TuringLang / Turing.jl

Bayesian inference with probabilistic programming.
https://turinglang.org
MIT License
2.02k stars 218 forks source link

Mixed integer MLE and MAP #1590

Closed mohamed82008 closed 2 years ago

mohamed82008 commented 3 years ago

Once mixed integer optimisation is added to Nonconvex.jl, it should be relatively easy to have mixed integer MLE and MAP in Turing. This will be a major feature compared to any other PPL. The main trouble is that Distributions.logpdf may complain if the value is not an integer and the support of the distribution is discrete. But this can be worked around by defining our own function or providing a kwarg to drop the check in Distributions. After I add ModelingToolkit support in Nonconvex, Nonconvex can even give you global optimality guarantees without the user having to provide any additional information.

devmotion commented 3 years ago

may complain if the value is not an integer and the support of the distribution is discrete.

You mean, it might complain if the value is not of type Integer? Discrete distributions support values of type Real, I changed this a while ago in Distributions. They are converted to Integers internally if needed and the log pdf outside of the support is -Inf but does not error (some discrete distributions such as Dirac even support any Real-valued value as support).

mohamed82008 commented 3 years ago

Cool, let's see. Even conversion to integer is not suitable for optimisation because we need differentiable arithmetic functions for the logpdf. So instead of an if statement something like x * l1 + (1 - x) * l2 should be used where x is binary and l1 and l2 are the logpdf values of 1 and 0 respectively.

devmotion commented 3 years ago

ifelse is differentiable (at least with Zygote).

mohamed82008 commented 3 years ago

Well I don't mean differentiable in the Zygote sense. I mean it needs to be defined and differentiable for non-binary values of x because most mixed integer optimisation algorithms rely on the continuous relaxation of integer variables.

devmotion commented 3 years ago

This means most distributions won't work, I assume. https://github.com/JuliaStats/StatsFuns.jl/pull/106 should fix some of the issues, but Distributions.jl will always return -Inf for the log pdf of values outside of the support, even if the function is implemented in a more general way that can deal with the relaxation, and not reach these definitions.

mohamed82008 commented 3 years ago

Yes which is why we may need different implementations which we can use in the MLE/MAP context.

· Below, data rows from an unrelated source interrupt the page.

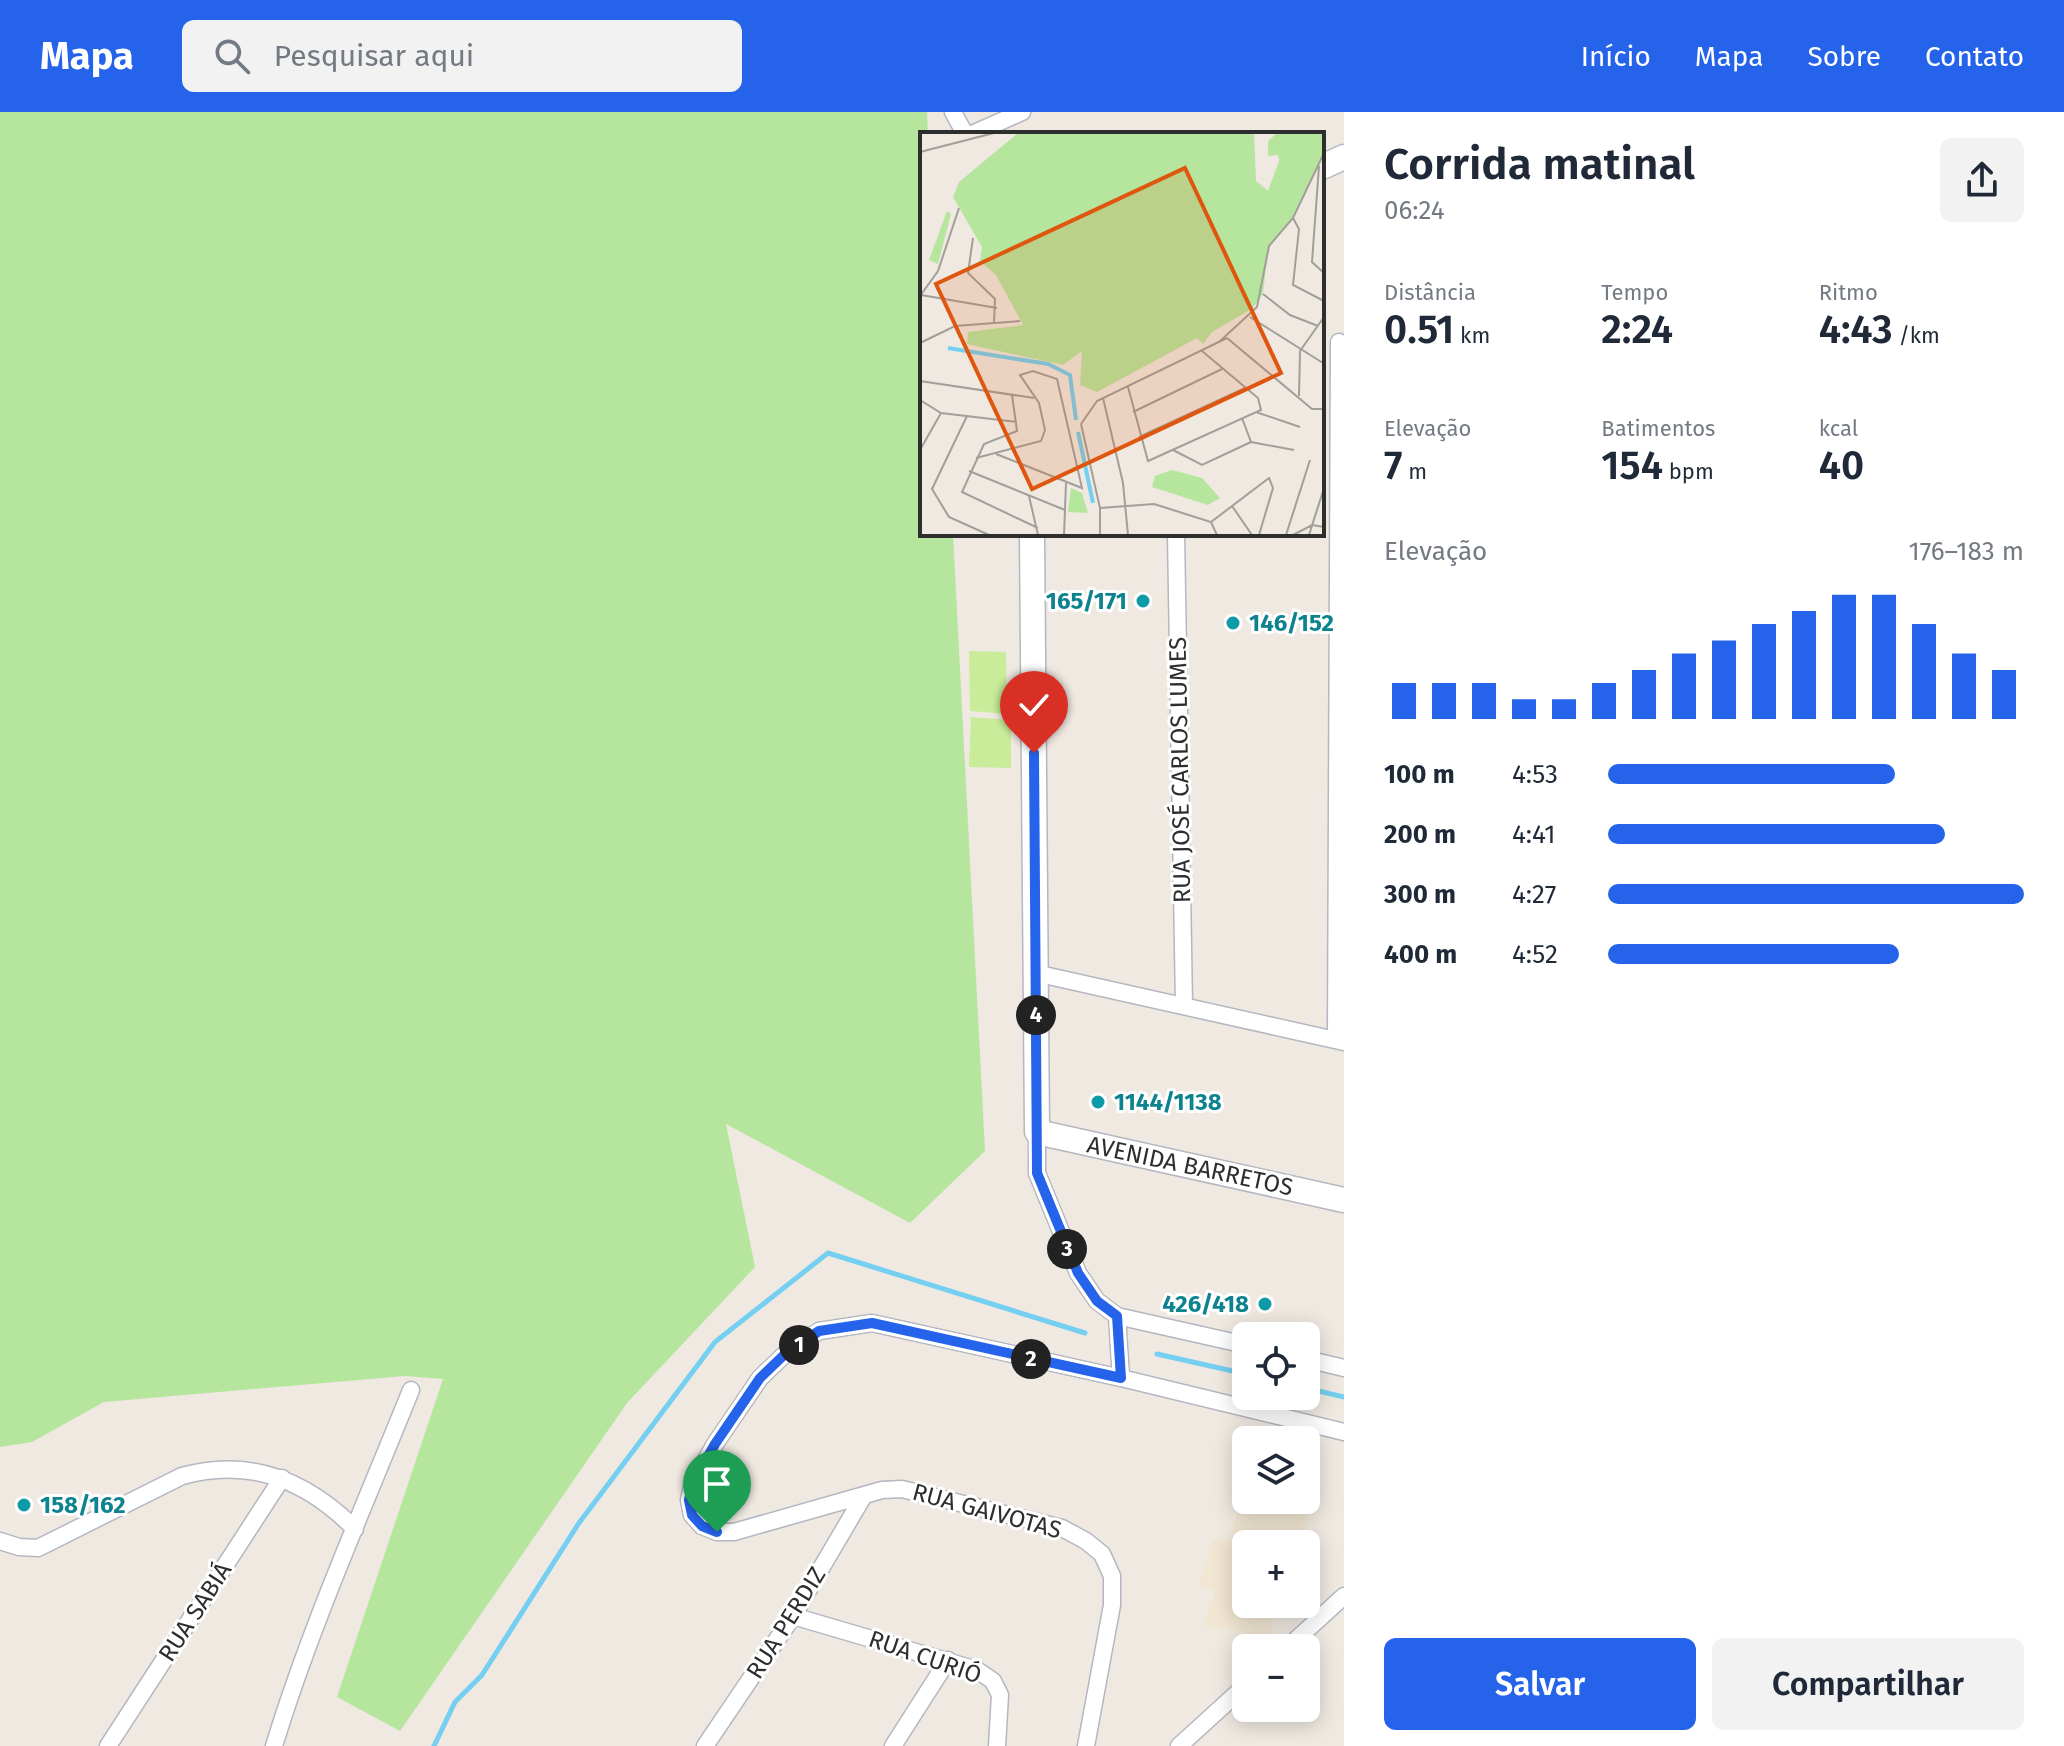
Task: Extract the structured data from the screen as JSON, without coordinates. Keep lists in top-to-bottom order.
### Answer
{
  "streets": {
    "street": [
      "RUA JOSÉ CARLOS LUMES",
      "AVENIDA BARRETOS",
      "RUA GAIVOTAS",
      "RUA SABIÁ",
      "RUA PERDIZ",
      "RUA CURIÓ"
    ]
  },
  "crossings": [
    ["RUA GAIVOTAS", "RUA PERDIZ"],
    ["RUA PERDIZ", "RUA CURIÓ"]
  ],
  "places": [
    "165/171",
    "146/152",
    "1144/1138",
    "426/418",
    "158/162"
  ],
  "page": {
    "header": "Mapa",
    "search": "Pesquisar aqui",
    "nav": [
      "Início",
      "Mapa",
      "Sobre",
      "Contato"
    ],
    "heading": ["Corrida matinal", "06:24"],
    "stats": [
      ["Distância", "0.51 km"],
      ["Tempo", "2:24"],
      ["Ritmo", "4:43 /km"],
      ["Elevação", "7 m"],
      ["Batimentos", "154 bpm"],
      ["kcal", "40"]
    ],
    "chart": ["Elevação", "176–183 m"],
    "list": [
      {
        "name": "100 m",
        "note": "4:53"
      },
      {
        "name": "200 m",
        "note": "4:41"
      },
      {
        "name": "300 m",
        "note": "4:27"
      },
      {
        "name": "400 m",
        "note": "4:52"
      }
    ],
    "pins": [
      "4",
      "3",
      "1",
      "2"
    ],
    "map_buttons": ["+", "−"],
    "buttons": ["Salvar", "Compartilhar"]
  }
}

torfjelde commented 3 years ago

Also, running the risk of stating the obvious here, there are several implementations which simply won't work with non-integer values, e.g. Categorical is the most obvious one. In these cases, surely you need to do something fancy which essentially comes down to defining a new distribution, to be able to work with a continous relaxation anyways?

Sounds cool though:)

mohamed82008 commented 3 years ago

Ya with categorical distributions, a one-hot encoding would make more sense because order is misleading. With a one-hot encoding, a continuous relaxation is also possible because it's just a weighted sum of the logpdfs.

devmotion commented 3 years ago

If one views discrete distributions with finite support as mixture of Dirac distributions with "one-hot weights", and then their relaxation as mixture of Dirac distributions with arbitrary weights in the probability simplex, wouldn't it be more naturally to use the logarithm of the weighted sum of the pdfs instead of the weighted sum of the logpdfs in the relaxation?

mohamed82008 commented 3 years ago

It doesn't matter as long as it's correct for the exactly one-hot case (not continuous). Using the weighted arithmetic mean of the logpdf means we are using the weighted geometric mean of the pdfs. So it makes sense either way.

devmotion commented 3 years ago

Sure, I know, my question was mainly what would be the most natural/intuitive relaxation? And from a probabilistic point of view it seemed more natural due to the interpretation as a mixture model.

mohamed82008 commented 3 years ago

The relaxation that's easier to optimise is the weighted sum of logpdfs because it's linear in the decision variables assuming the logpdfs are constants. Linear is better than nonlinear from an optimisation point of view.

devmotion commented 3 years ago

Haha yeah maybe I should have added that I did not care about practical issues and was only interested in mathematical "beauty" and intuition 😄

yebai commented 2 years ago

It looks like we don't need to fix anything from Turing's side. Once Nonconvex.jl supports mixed-integer optimisation, it should work fine.

mohamed82008 commented 2 years ago

It's already possible to do mixed integer optimisation in Nonconvex now. I should make a tutorial on mixed integer MLE and MAP in Turing.

yebai commented 2 years ago

It's already possible to do mixed integer optimisation in Nonconvex now. I should make a tutorial on mixed integer MLE and MAP in Turing.

It sounds like a nice tutorial to read!